How to set up distributed training with alpa on AWS?

(Medium: It contributes to significant difficulty to complete my task, but I can work around it).

Has anyone had success setting up a Ray cluster on AWS for training distributed deep learning models with alpa?

Based on the documentation it seems like the thing to do is simply spin up a cluster using the rayproject/ray-ml:latest-gpu Docker image and install alpa. However, I haven’t been able to successfully install cupy-cuda on the head node, which is step one of installing alpa.

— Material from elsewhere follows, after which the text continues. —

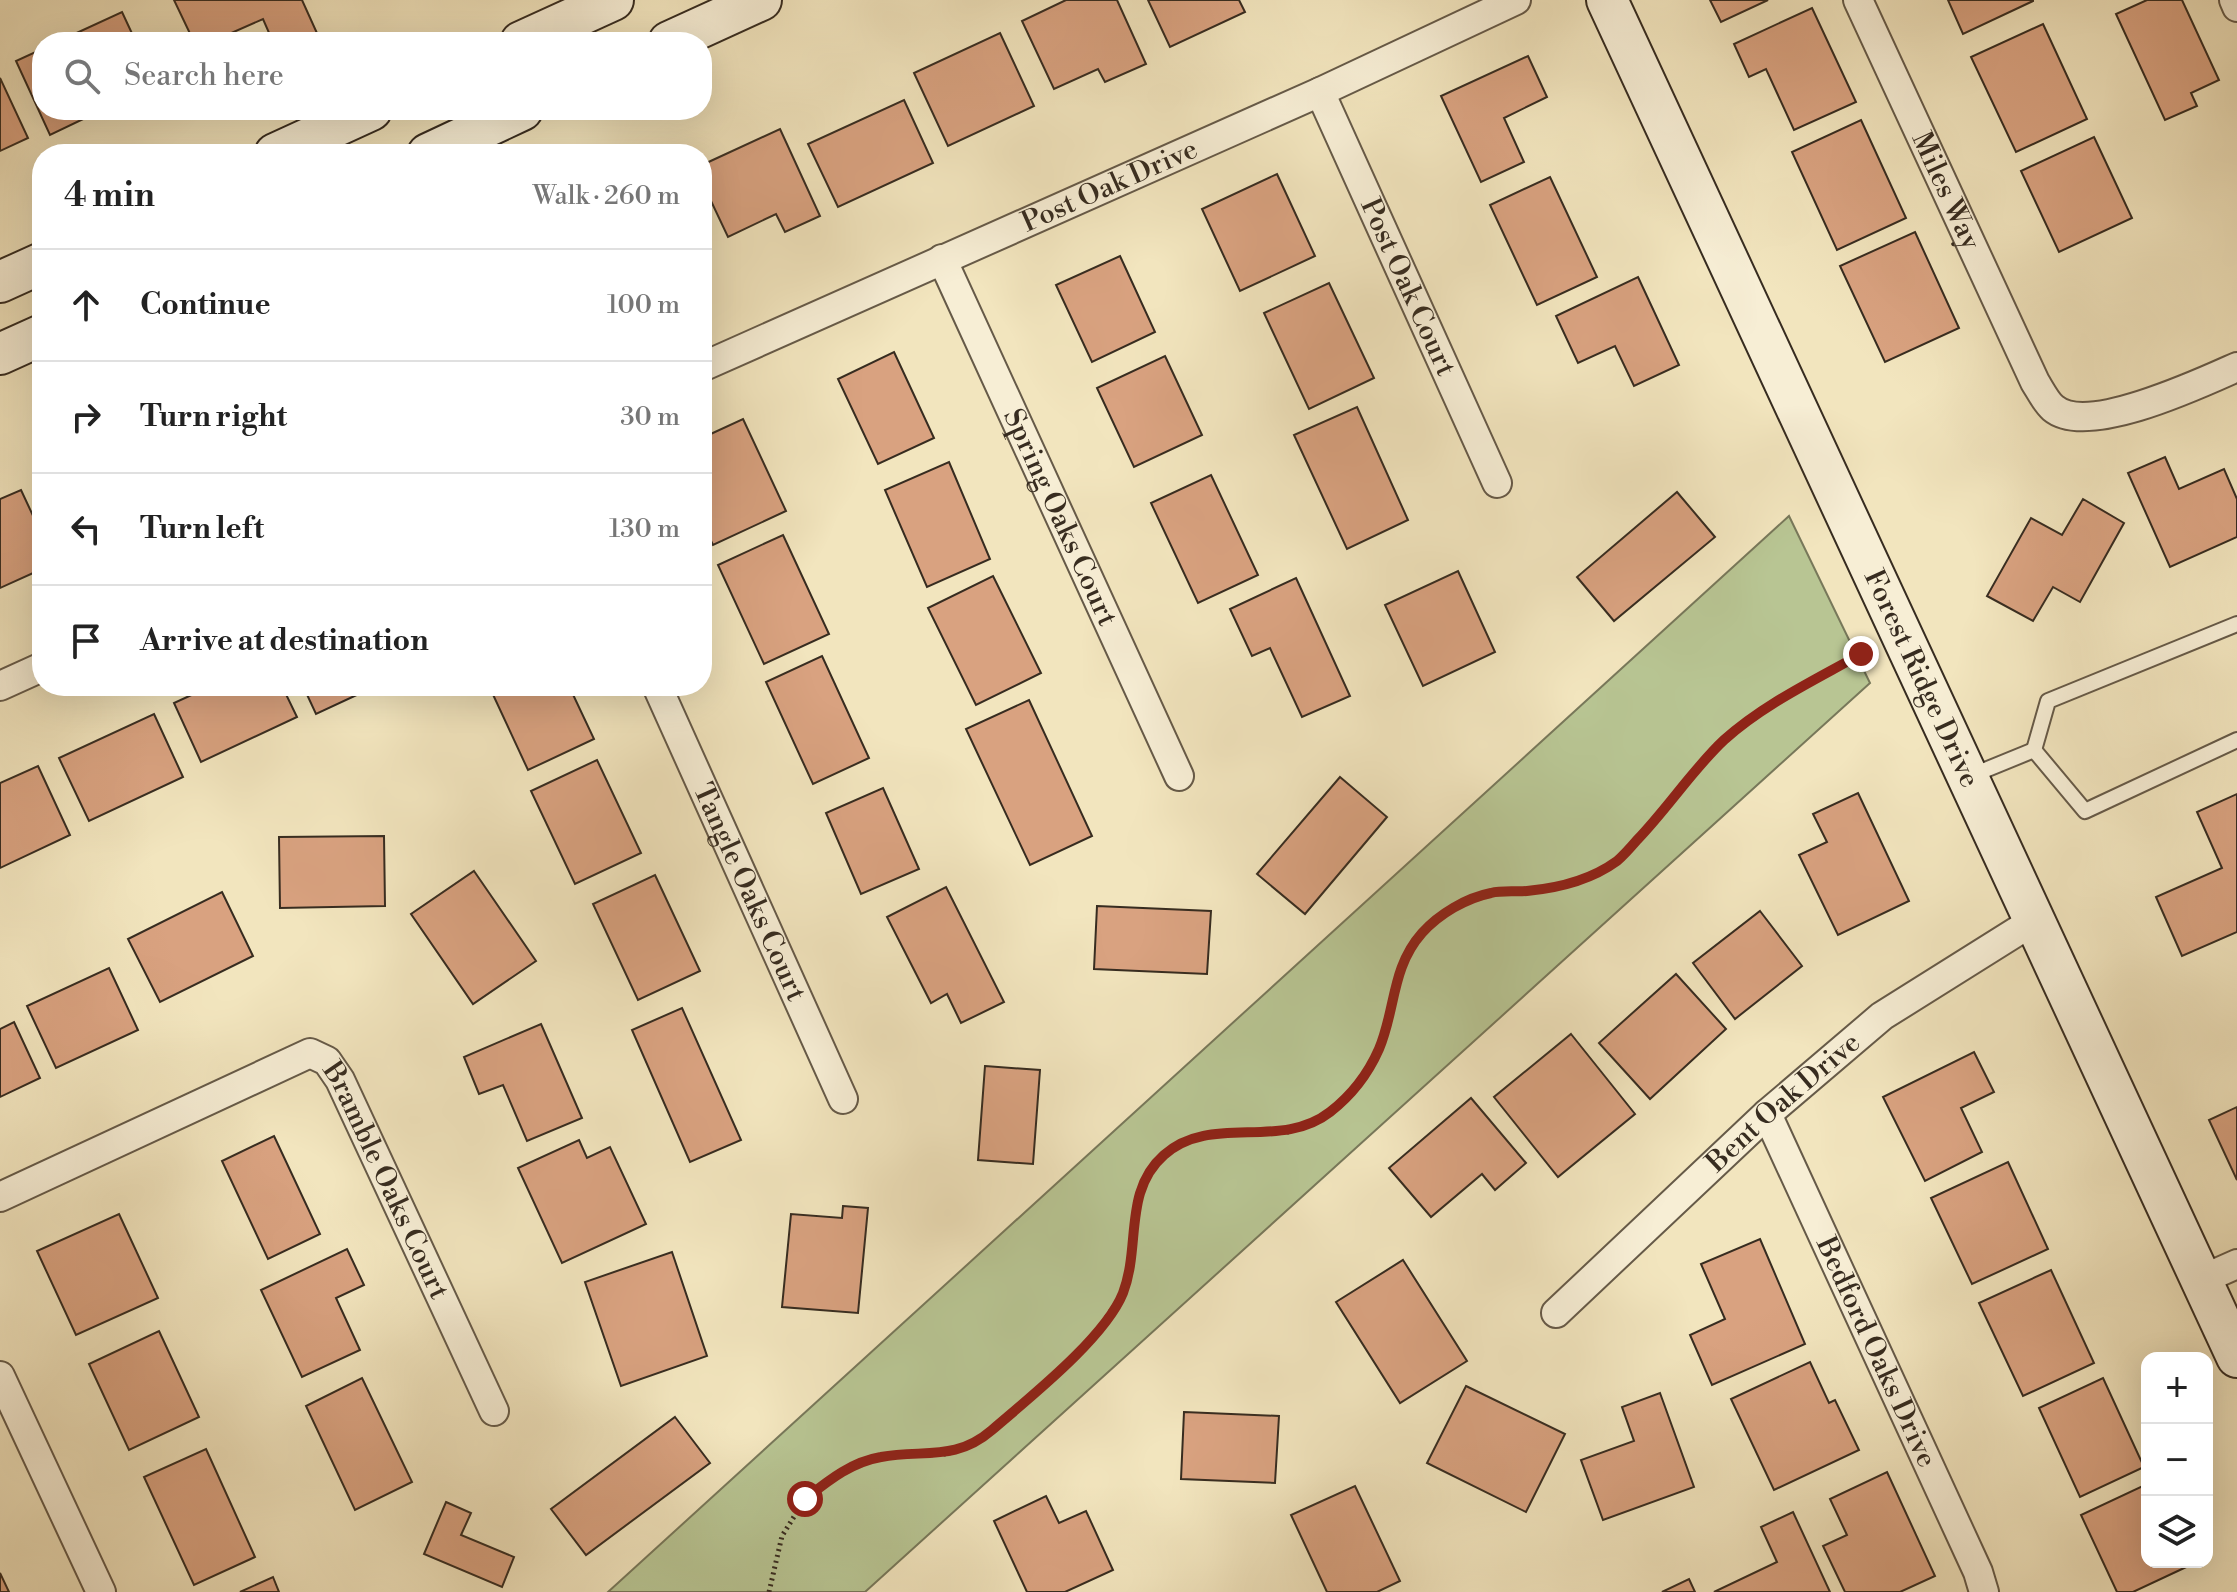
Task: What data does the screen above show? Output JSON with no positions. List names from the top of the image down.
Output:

I have been able to install alpa without the Docker image by simply specifying an appropriate Deep Learning AMI, but I have the feeling that I might be missing subtle setup steps this way. I find it confusing that we should specify an AMI and a Docker file in the config file.

What does an AMI provide if we have a Docker file? What do we miss if we only specify an AMI?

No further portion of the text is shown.